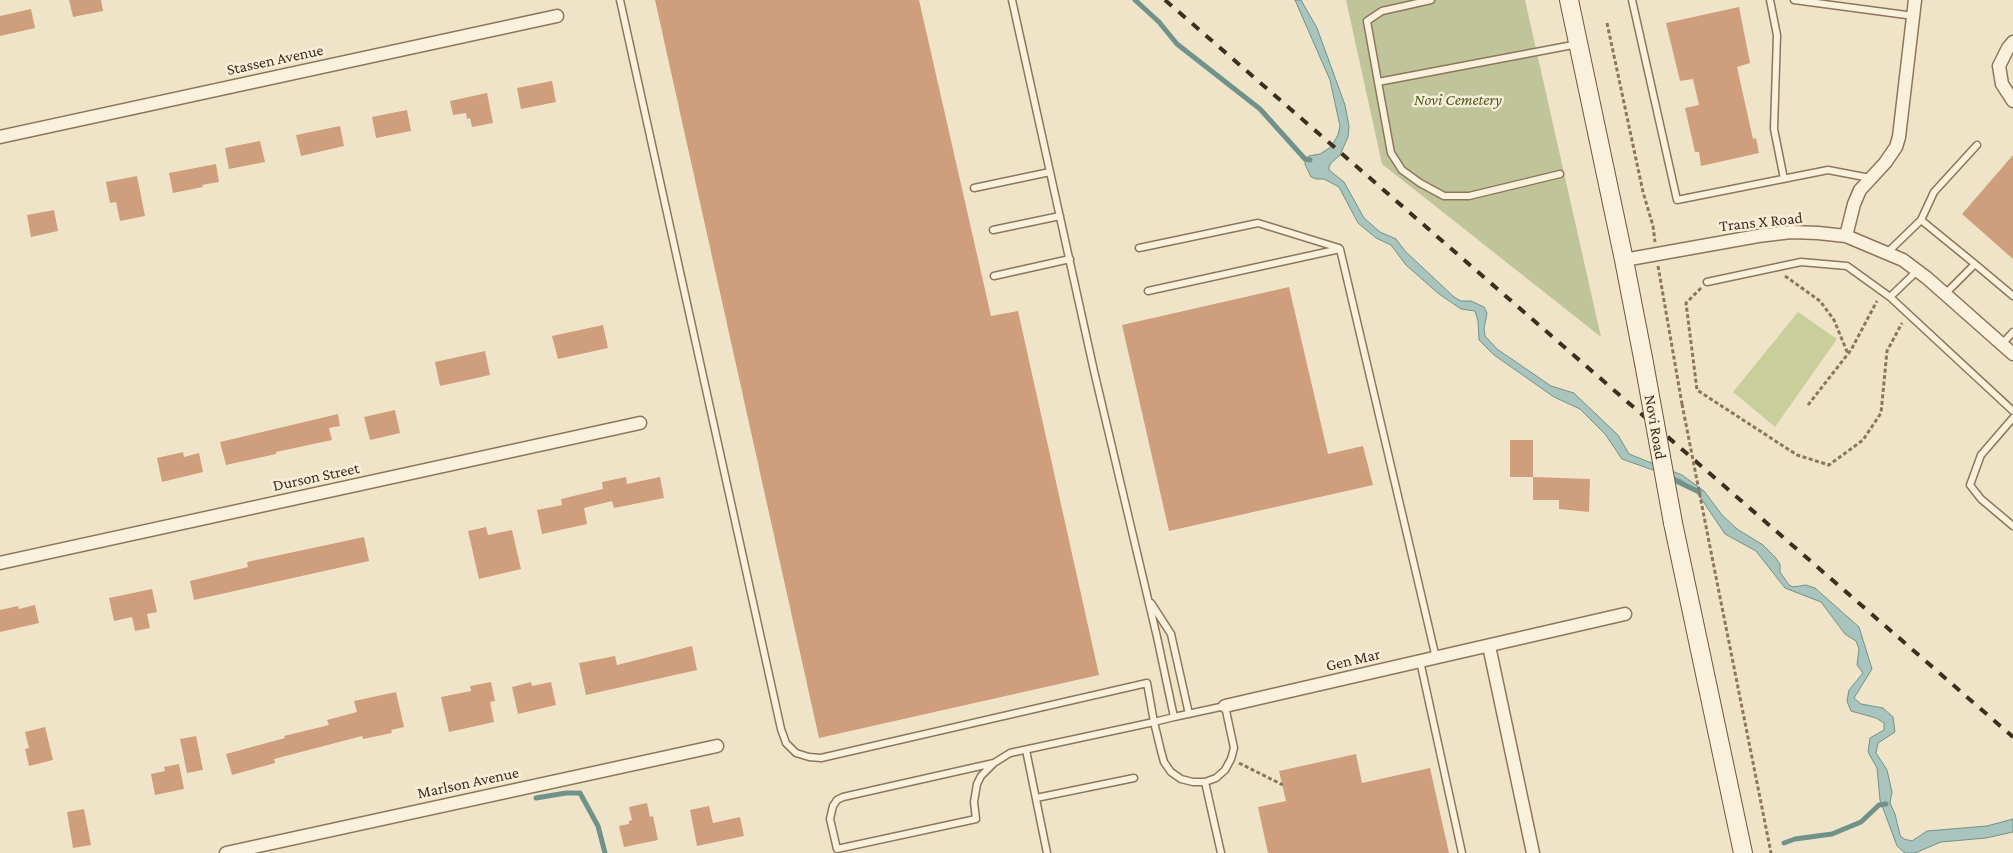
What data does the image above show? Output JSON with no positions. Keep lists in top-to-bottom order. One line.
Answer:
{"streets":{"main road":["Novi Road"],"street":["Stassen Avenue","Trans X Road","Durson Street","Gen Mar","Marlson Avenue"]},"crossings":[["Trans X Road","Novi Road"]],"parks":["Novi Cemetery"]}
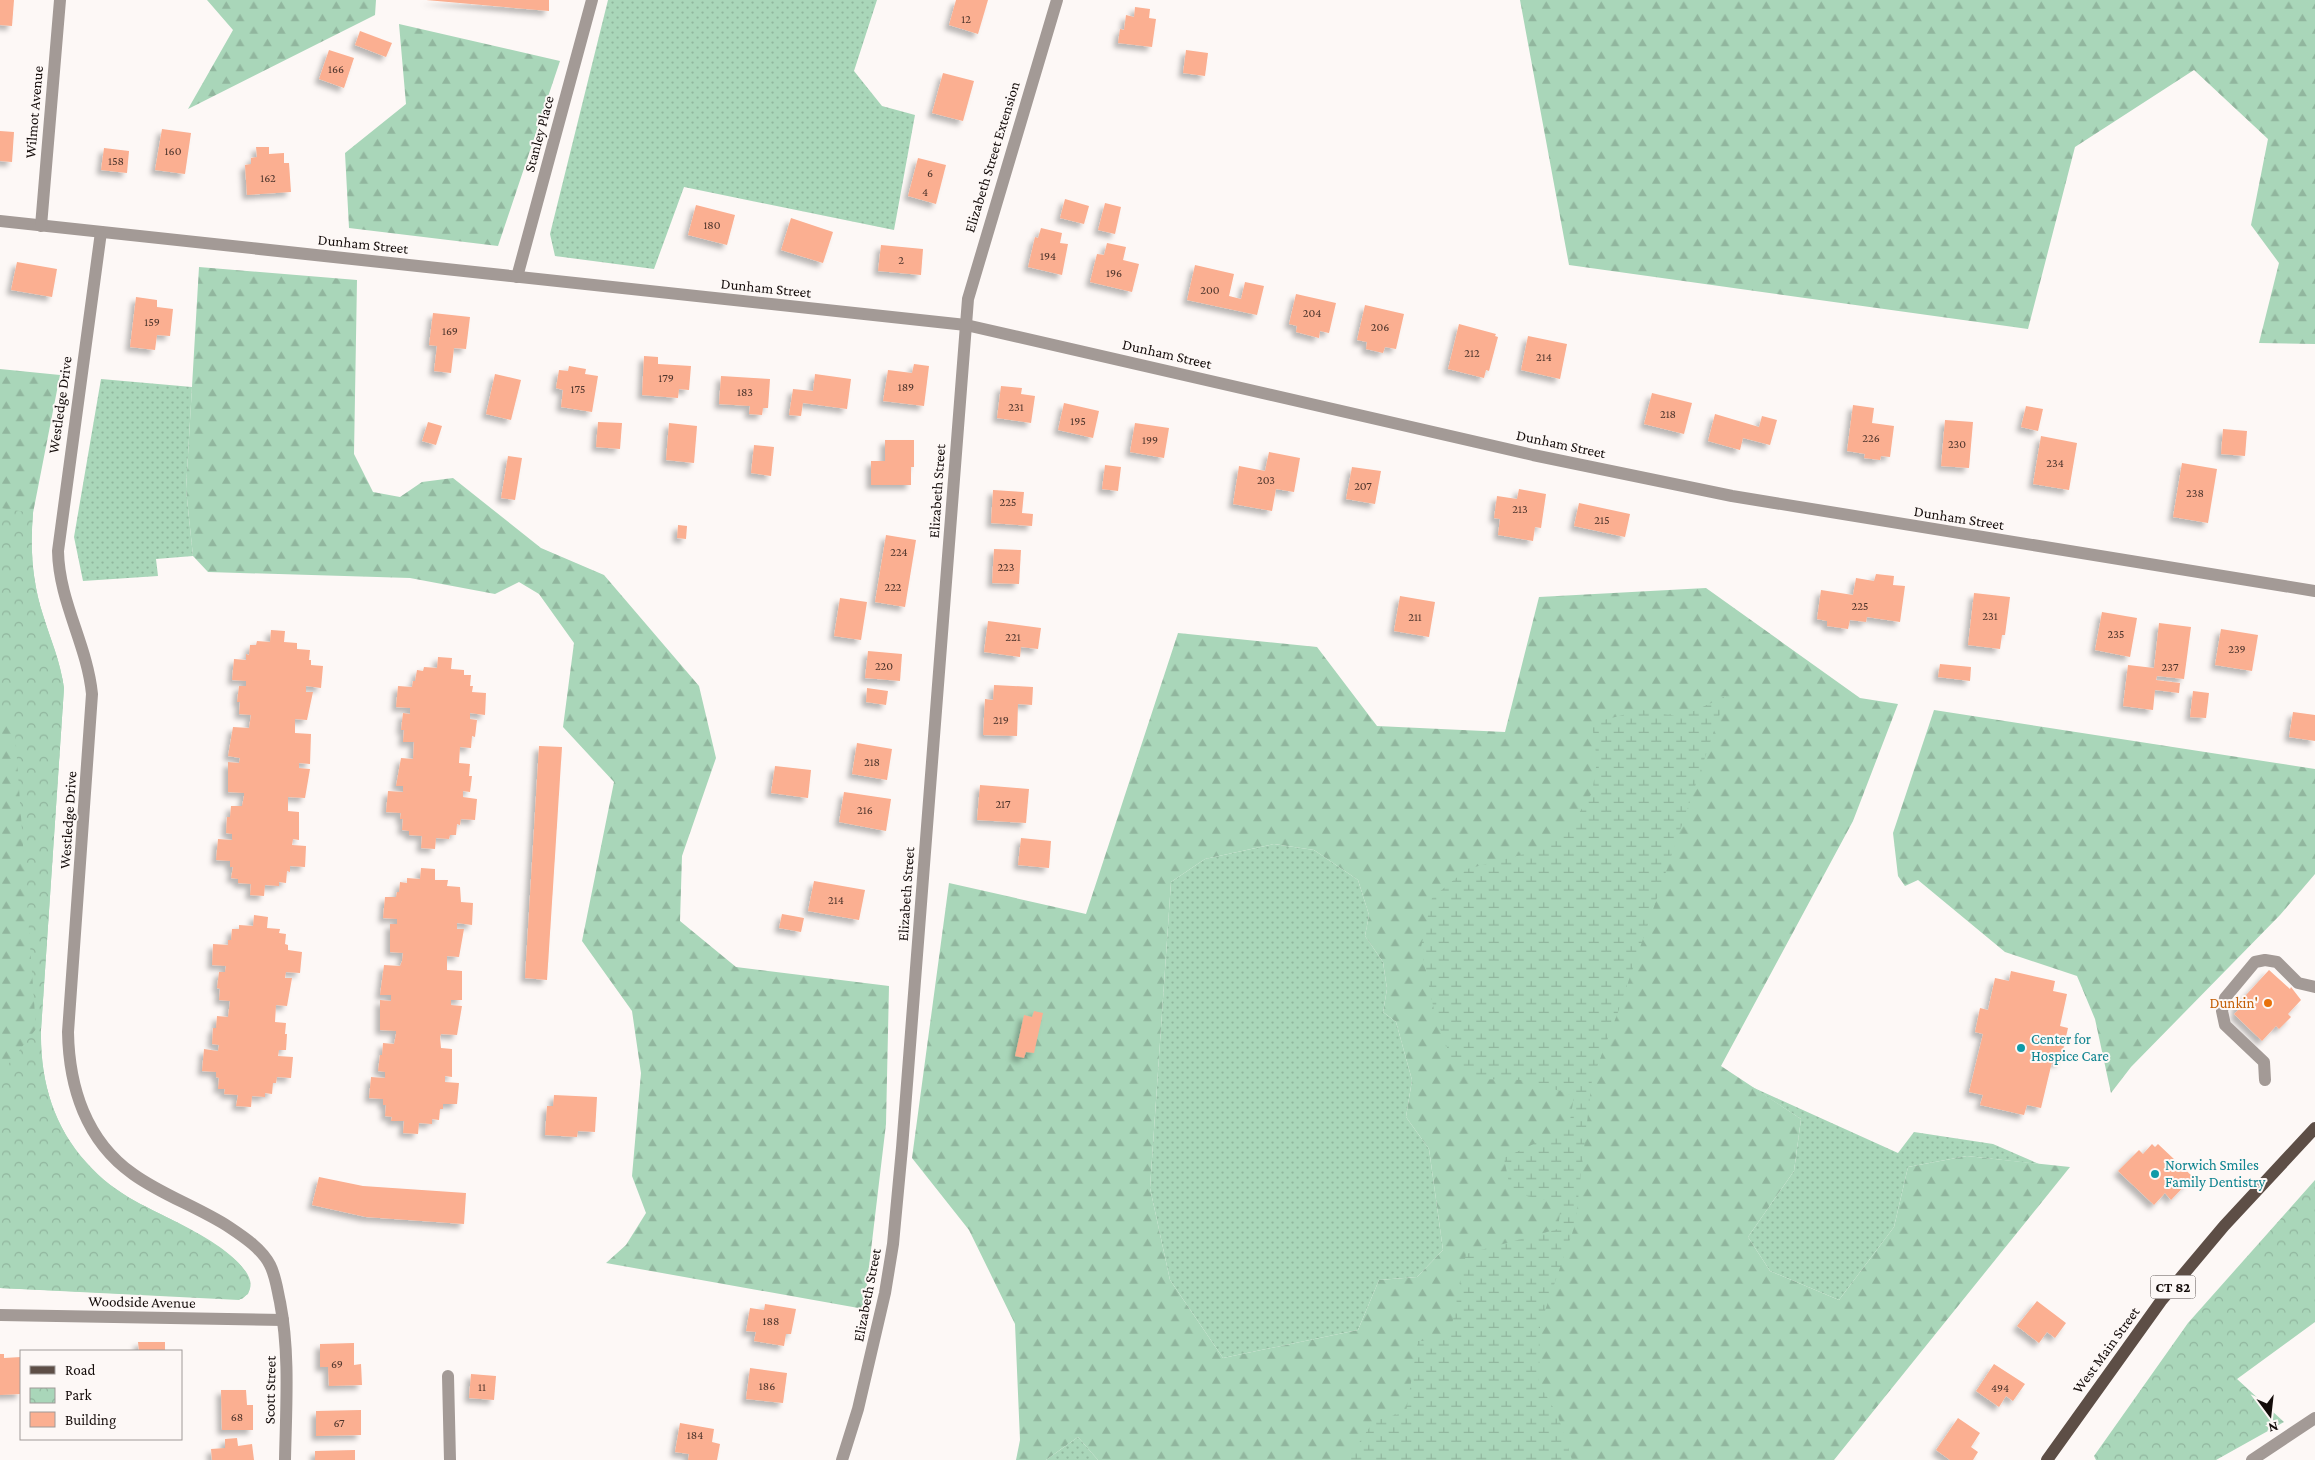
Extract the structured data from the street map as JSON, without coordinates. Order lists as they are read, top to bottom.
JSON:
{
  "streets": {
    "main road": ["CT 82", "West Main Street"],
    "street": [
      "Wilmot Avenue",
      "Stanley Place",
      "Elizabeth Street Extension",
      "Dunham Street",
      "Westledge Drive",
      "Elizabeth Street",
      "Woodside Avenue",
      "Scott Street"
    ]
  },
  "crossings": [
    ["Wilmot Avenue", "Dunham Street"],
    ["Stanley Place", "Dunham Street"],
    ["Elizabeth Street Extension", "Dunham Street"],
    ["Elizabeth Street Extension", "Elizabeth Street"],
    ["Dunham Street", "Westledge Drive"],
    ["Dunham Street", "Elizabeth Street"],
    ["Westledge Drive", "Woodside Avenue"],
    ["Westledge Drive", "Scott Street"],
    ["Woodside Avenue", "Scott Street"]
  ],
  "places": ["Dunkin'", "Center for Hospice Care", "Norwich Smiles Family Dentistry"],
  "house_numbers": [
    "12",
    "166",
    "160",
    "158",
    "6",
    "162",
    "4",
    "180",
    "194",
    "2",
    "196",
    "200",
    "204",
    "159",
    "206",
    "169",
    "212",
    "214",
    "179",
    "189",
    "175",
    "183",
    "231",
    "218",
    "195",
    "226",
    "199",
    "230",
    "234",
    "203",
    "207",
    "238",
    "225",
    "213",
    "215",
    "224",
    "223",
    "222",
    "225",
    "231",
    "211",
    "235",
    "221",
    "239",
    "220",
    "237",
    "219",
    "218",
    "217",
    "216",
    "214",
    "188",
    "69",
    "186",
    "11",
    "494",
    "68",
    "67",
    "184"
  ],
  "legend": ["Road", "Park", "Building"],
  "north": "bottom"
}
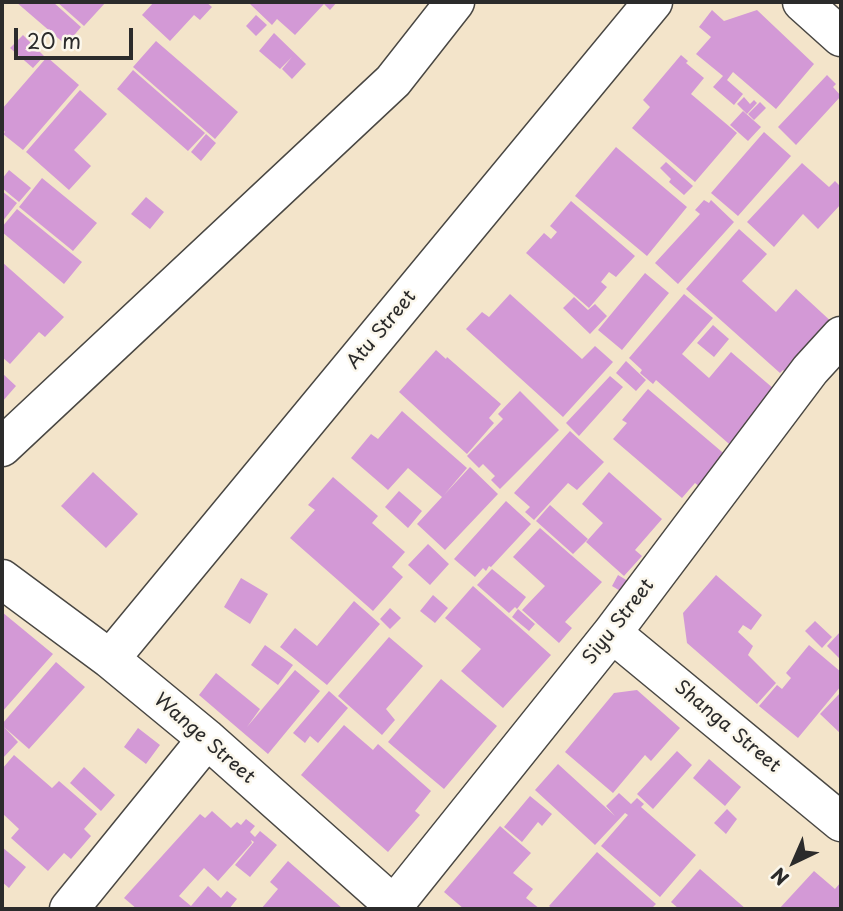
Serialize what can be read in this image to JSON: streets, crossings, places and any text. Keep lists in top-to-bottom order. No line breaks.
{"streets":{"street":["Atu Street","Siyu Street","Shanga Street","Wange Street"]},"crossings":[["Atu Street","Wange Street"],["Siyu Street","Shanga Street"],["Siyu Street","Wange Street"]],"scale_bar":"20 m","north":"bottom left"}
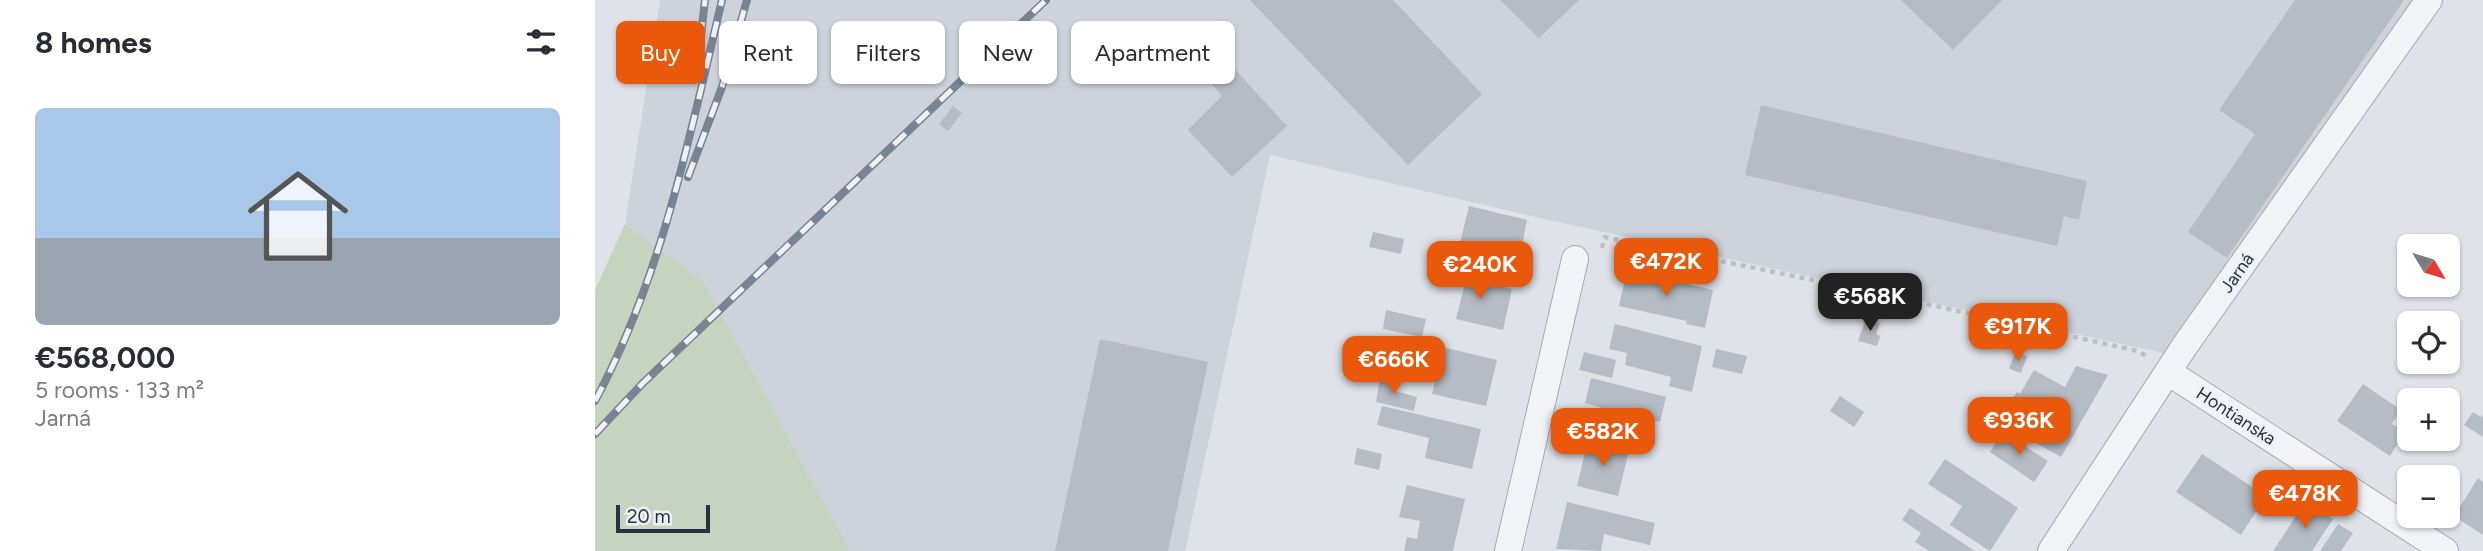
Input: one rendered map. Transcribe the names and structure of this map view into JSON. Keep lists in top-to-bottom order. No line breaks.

#####

REQUIRED ACTION: Please state how many lines in the records contain the word "data", and give only that number.

RESPONSE BELOW: 2